Toutes ces manœuvres politiques n'augurent pas grand-chose de bon, pas plus pour la culture que pour les femmes... que pour l'Égypte. Cette alliance de circonstance avec al-Nour ne peut durer. Car sa participation à la coalition anti-Morsi est garante des intérêts du camp islamiste pour faire blocage au processus de démocratisation et de modernisation réel du pays. Cet accord à court terme pour la destitution de Morsi était donc envisageable - car il s'agissait pour les salafistes d'abord et avant tout d'écarter leur principal concurrent à savoir les Frères musulmans en vue des prochaines élections - mais n'a que peu d'avenir politique. À plus long terme, l'enjeu pour le parti dans la perspective de nouvelles élections est de regagner le terrain perdu par les Frères. Le parti en a la capacité et les moyens. Il reste avec les Frères musulmans la seule organisation politique à avoir la structure pour mener une campagne électorale efficace. On assistera alors à un retour à la case départ. En 1997, en Turquie, c'est un coup d'État militaire qui a contraint le premier ministre d'alors, l'islamiste Necmettin Erbakan, à démissionner. Quelques mois plus tard, son parti, le Refah, a été interdit. L'AKP, fondé par Recep Tayyip Erdogan et Abdullah Gül, lui a succédé.
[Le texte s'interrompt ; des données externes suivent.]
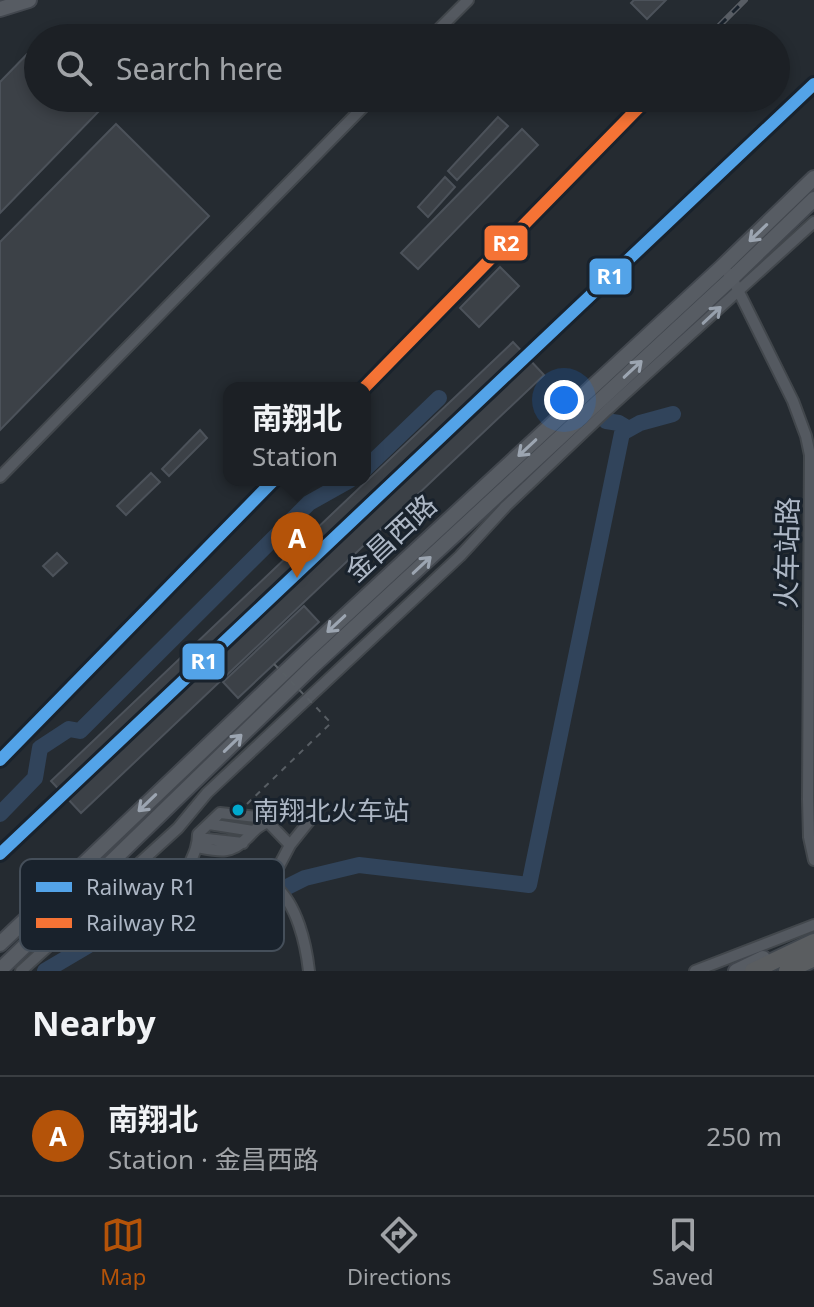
<!DOCTYPE html>
<meta charset="utf-8">
<style>
:root{--surface:#1c2025;--page:#292d32;--text:#f1f3f6;--muted:#a0a3a7;--line:#3a3e42;--accent:#b45309}
body{margin:0;font-family:"Noto Sans","Noto Sans SC",sans-serif;background:var(--page);color:var(--text)}
.you{position:absolute;left:564px;top:400px;width:28px;height:28px;margin:-20px;border:6px solid #fff;border-radius:50%;background:#1a73e8;box-shadow:0 0 0 12px #1a73e833}
.badge{display:grid;place-items:center;width:52px;height:52px;border-radius:50%;background:var(--accent);color:#fff;font-size:26px;font-weight:700}
.pin{position:absolute;translate:-50% -66px;filter:drop-shadow(0 2px 4px #0008)}
.pin::after{content:'';position:absolute;top:42px;width:28px;height:24px;background:inherit;clip-path:polygon(0 0,100% 0,50% 100%)}
.popup{position:absolute;left:223px;top:382px;width:148px;height:104px;box-sizing:border-box;display:grid;place-content:center;border-radius:16px;background:var(--surface);filter:drop-shadow(0 2px 6px #0005);font-size:26px;white-space:nowrap;color:var(--muted)}
.popup b{font-size:30px;color:var(--text)}
.popup::after{content:'';position:absolute;left:50%;top:100%;margin-left:-16px;border:16px solid transparent;border-top-color:var(--surface)}
.list{margin:0;padding:0;list-style:none}
h2{display:flex;justify-content:space-between;align-items:center;height:104px;margin:0;padding:0 32px;font-size:34px}
h2 small{font-size:26px;font-weight:400;color:var(--muted)}
.list li{display:grid;grid-template-columns:52px 1fr auto;gap:24px;align-items:center;box-sizing:border-box;height:120px;padding:0 32px;border-top:2px solid var(--line)}
.list b{display:block;font-size:30px;white-space:nowrap}
.list p{margin:0;font-size:26px;white-space:nowrap;color:var(--muted)}
.list em{font-size:26px;font-style:normal;color:var(--muted)}
.icon{flex:none;width:44px;height:44px;fill:none;stroke:currentColor;stroke-width:2;stroke-linecap:round;stroke-linejoin:round}
.map{position:relative;flex:none;width:814px;height:971px;overflow:hidden}
.search{position:absolute;background:var(--surface);box-shadow:0 4px 12px #0003;left:24px;right:24px;top:24px;height:88px;display:flex;align-items:center;gap:20px;box-sizing:border-box;padding:0 28px;border-radius:44px;color:var(--muted);font-size:30px}
.sheet{height:224px;background:var(--surface)}
nav{display:flex;justify-content:space-around;align-items:center;box-sizing:border-box;height:112px;border-top:2px solid var(--line);background:var(--surface);font-size:22px;color:var(--muted)}
nav a{display:grid;justify-items:center;gap:4px}
nav .on{color:var(--accent)}
.map>svg:first-child{display:block}
.lines{fill:none;stroke-linecap:round;stroke-linejoin:round}
.river{stroke:#31445b;stroke-width:16}
.building{fill:#3c4147;stroke:#4c525a;stroke-width:2}
.minor-casing{stroke:#42474c;stroke-width:14}
.major-casing{stroke:#42474e;stroke-width:18}
.highway-casing{stroke:#41474e;stroke-width:20}
.path{stroke:#585e64;stroke-width:2;stroke-dasharray:6 6;stroke-linecap:butt}
.minor{stroke:#545960;stroke-width:10}
.major{stroke:#575c63;stroke-width:14}
.highway{stroke:#5a5d60;stroke-width:16}
.rail-casing{stroke:#585d64;stroke-width:6}
.rail{stroke:#19222c;stroke-width:3;stroke-dasharray:9;stroke-linecap:butt}
.path-bridge{stroke:#585e64;stroke-width:2;stroke-dasharray:6 6;stroke-linecap:butt}
.rail-1-casing{stroke:#19222c;stroke-width:18}
.rail-2-casing{stroke:#19222c;stroke-width:18}
.rail-1{stroke:#53a3e8;stroke-width:12}
.rail-2{stroke:#f57335;stroke-width:12}
.oneway{stroke:#9ca5b1}
.oneway2{stroke:#97a0ac}
.bus-dot{fill:#00a9ce;stroke:#19222c;stroke-width:3}
.labels{text-anchor:middle;stroke-width:6;stroke-linejoin:round;paint-order:stroke}
.bus-label{font-size:26px;fill:#adb7c5;stroke:#19222c;text-anchor:start}
.street-label{font-size:28px;fill:#adb7c5;stroke:#19222c}
.key{fill:#19222c;stroke:#454f5a;stroke-width:2}
.key-label{font-size:22px;fill:#adb7c5}
.line-badge{stroke:#19222c;stroke-width:3}
.badge-label{font-size:22px;text-anchor:middle;font-weight:bold;fill:#fff}
</style>
<div class="map">
<svg width="814" height="971" viewBox="0 0 814 971">
<rect width="100%" height="100%" fill="#252b31"/>
<g class="lines">
<path class="river" d="M606,421l13,2 10,6
M365,469l74,-71
M0,814l35,-36 5,-30 29,-19 11,2 229,-228 41,-23
M45,971l76,-45 64,3 30,-6 90,-45 54,-13 170,20 93,-452 18,-10 33,-9"/>
</g>
<path class="building" d="M634,0h32l-19,19 -16,-16z
M36,45l2,2v51h53l10,11 -101,104v-131z
M498,117l10,9 -51,54 -9,-9z
M116,124l93,92 -209,214v-188z
M522,129l16,16 -120,124 -17,-16z
M445,177l10,10 -27,30 -10,-10z
M500,267l19,19 -40,41 -19,-19z
M513,342l31,33 -463,438 -30,-32z
M200,430l7,8 -38,38 -7,-7z
M151,473l9,9 -34,33 -9,-9z
M57,553l10,10 -14,13 -10,-10z
M304,606l15,16 -81,76 -15,-16z"/>
<g class="lines">
<defs>
<path id="minor" d="M430,38l38,-38
M728,273l4,5 61,123 13,35 4,19 -2,344 1,38 5,23
M0,477l372,-379
M209,824l44,7
M198,838l45,5
M197,847c21,4 34,8 50,-9 8,-8 11,-12 21,-16
M102,871c4,4 9,10 14,13 34,20 133,-20 159,2 22,18 31,58 34,85
M270,883l20,-38 20,-25
M187,885c0,-6 -1,-14 2,-20 5,-11 9,-19 9,-31l22,-21 37,4 11,5 22,23
M21,971l157,-143 29,-35 253,-237 46,-50 101,-96 207,-188
M695,971l119,-46"/>
<path id="major" d="M0,9l29,-9
M0,944l305,-291 417,-386 92,-89
M0,970l315,-306 417,-386 82,-79
M736,971l27,-13"/>
<path id="highway" d="M753,971l61,-29
M787,971l27,-13"/>
</defs>
<use href="#minor" class="minor-casing"/>
<use href="#major" class="major-casing"/>
<use href="#highway" class="highway-casing"/>
<path class="path" d="M247,804l84,-81 -18,-19"/>
<use href="#minor" class="minor"/>
<use href="#major" class="major"/>
<use href="#highway" class="highway"/>
<defs>
<path id="rail" d="M707,38l38,-38
M364,388l284,-290
M0,760l274,-280
M0,854l814,-770"/>
</defs>
<use href="#rail" class="rail-casing"/>
<use href="#rail" class="rail"/>
<path class="path-bridge" d="M274,664l38,39"/>
<defs>
<path id="rail-1" d="M0,760l274,-280
M0,854l814,-770"/>
<path id="rail-2" d="M364,388l284,-290"/>
</defs>
<use href="#rail-1" class="rail-1-casing"/>
<use href="#rail-2" class="rail-2-casing"/>
<use href="#rail-1" class="rail-1"/>
<use href="#rail-2" class="rail-2"/>
</g>
<defs><path id="oneway-shaft" d="M-6 0H5M1.5-3L5.5 0L1.5 3" fill="none" stroke-width="1.6" stroke-linecap="round" stroke-linejoin="round" transform="scale(2)"/></defs>
<g class="oneway">
<use href="#oneway-shaft" transform="translate(758 233) rotate(136)"/>
<use href="#oneway-shaft" transform="translate(633 369) rotate(-43)"/>
<use href="#oneway-shaft" transform="translate(527 448) rotate(137)"/>
<use href="#oneway-shaft" transform="translate(422 565) rotate(-43)"/>
<use href="#oneway-shaft" transform="translate(336 624) rotate(137)"/>
<use href="#oneway-shaft" transform="translate(233 743) rotate(-44)"/>
<use href="#oneway-shaft" transform="translate(147 803) rotate(136)"/>
</g>
<use class="oneway2" href="#oneway-shaft" transform="translate(712 315) rotate(-43)"/>
<circle class="bus-dot" cx="238" cy="810" r="7"/>
<g class="labels">
<g class="bus-label">
<text x="253" y="820">南翔北火车站</text>
</g>
<g class="street-label">
<text transform="translate(391 538) rotate(-43)" y="10">金昌西路</text>
<text transform="translate(787 553) rotate(-89)" y="10">火车站路</text>
</g>
</g>
<rect x="20" y="859" width="264" height="92" rx="12" class="key"/>
<rect x="36" y="882" width="36" height="10" fill="#53a3e8"/>
<rect x="36" y="918" width="36" height="10" fill="#f57335"/>
<g class="key-label">
<text x="86" y="895">Railway R1</text>
<text x="86" y="931">Railway R2</text>
</g>
<g class="line-badge">
<rect x="483" y="224" width="46" height="38" rx="8" fill="#f57335"/>
<rect x="588" y="257" width="45" height="39" rx="8" fill="#53a3e8"/>
<rect x="181" y="642" width="45" height="39" rx="8" fill="#53a3e8"/>
</g>
<g class="badge-label">
<text x="506" y="251">R2</text>
<text x="610" y="284">R1</text>
<text x="204" y="669">R1</text>
</g>
</svg>
<div class="you"></div>
<div class="pin badge" style="left:297px;top:578px">A</div>
<div class="popup"><b>南翔北</b>Station</div>
<div class="search"><svg class="icon" aria-label="search" viewBox="0 0 24 24"><circle cx="10" cy="10" r="6"/><path d="M15 15l6 6"/></svg>Search here</div>
</div>
<section class="sheet">
<h2>Nearby<small></small></h2>
<ul class="list">
<li><span class="badge">A</span><div><b>南翔北</b><p>Station · 金昌西路</p></div><em>250 m</em></li>
</ul>
</section>
<nav>
<a class="on"><svg class="icon" aria-label="map" viewBox="0 0 24 24"><path d="M3 6l6-2 6 2 6-2v14l-6 2-6-2-6 2zM9 4v14M15 6v14"/></svg>Map</a>
<a><svg class="icon" aria-label="directions" viewBox="0 0 24 24"><path d="M12 3l9 9-9 9-9-9zM9 14v-3h6M13 9l2 2-2 2"/></svg>Directions</a>
<a><svg class="icon" aria-label="saved" viewBox="0 0 24 24"><path d="M7 4h10v16l-5-4-5 4z"/></svg>Saved</a>
</nav>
À plus long terme, si l'armée déçoit, le mécontentement populaire peut se retourner à nouveau contre elle, mais au profit de qui? Pour ancrer le pays dans une logique de transition démocratique efficace, il est plus que nécessaire de couper l'herbe sous le pied des partis qui instrumentalisent la religion à des fins politiques. Ce n'est qu'en exigeant la séparation du pouvoir politique et religieux et en consacrant ce principe dans la prochaine Constitution que l'Égypte pourra enfin cheminer vers une perspective politique intéressante non seulement pour son peuple, mais pour l'ensemble de la région. C'était justement le slogan du parti Wafd dans les années 1920: «La religion est pour dieu et la patrie pour tous» à l'origine d'une autre Révolution. En sommes-nous si loin?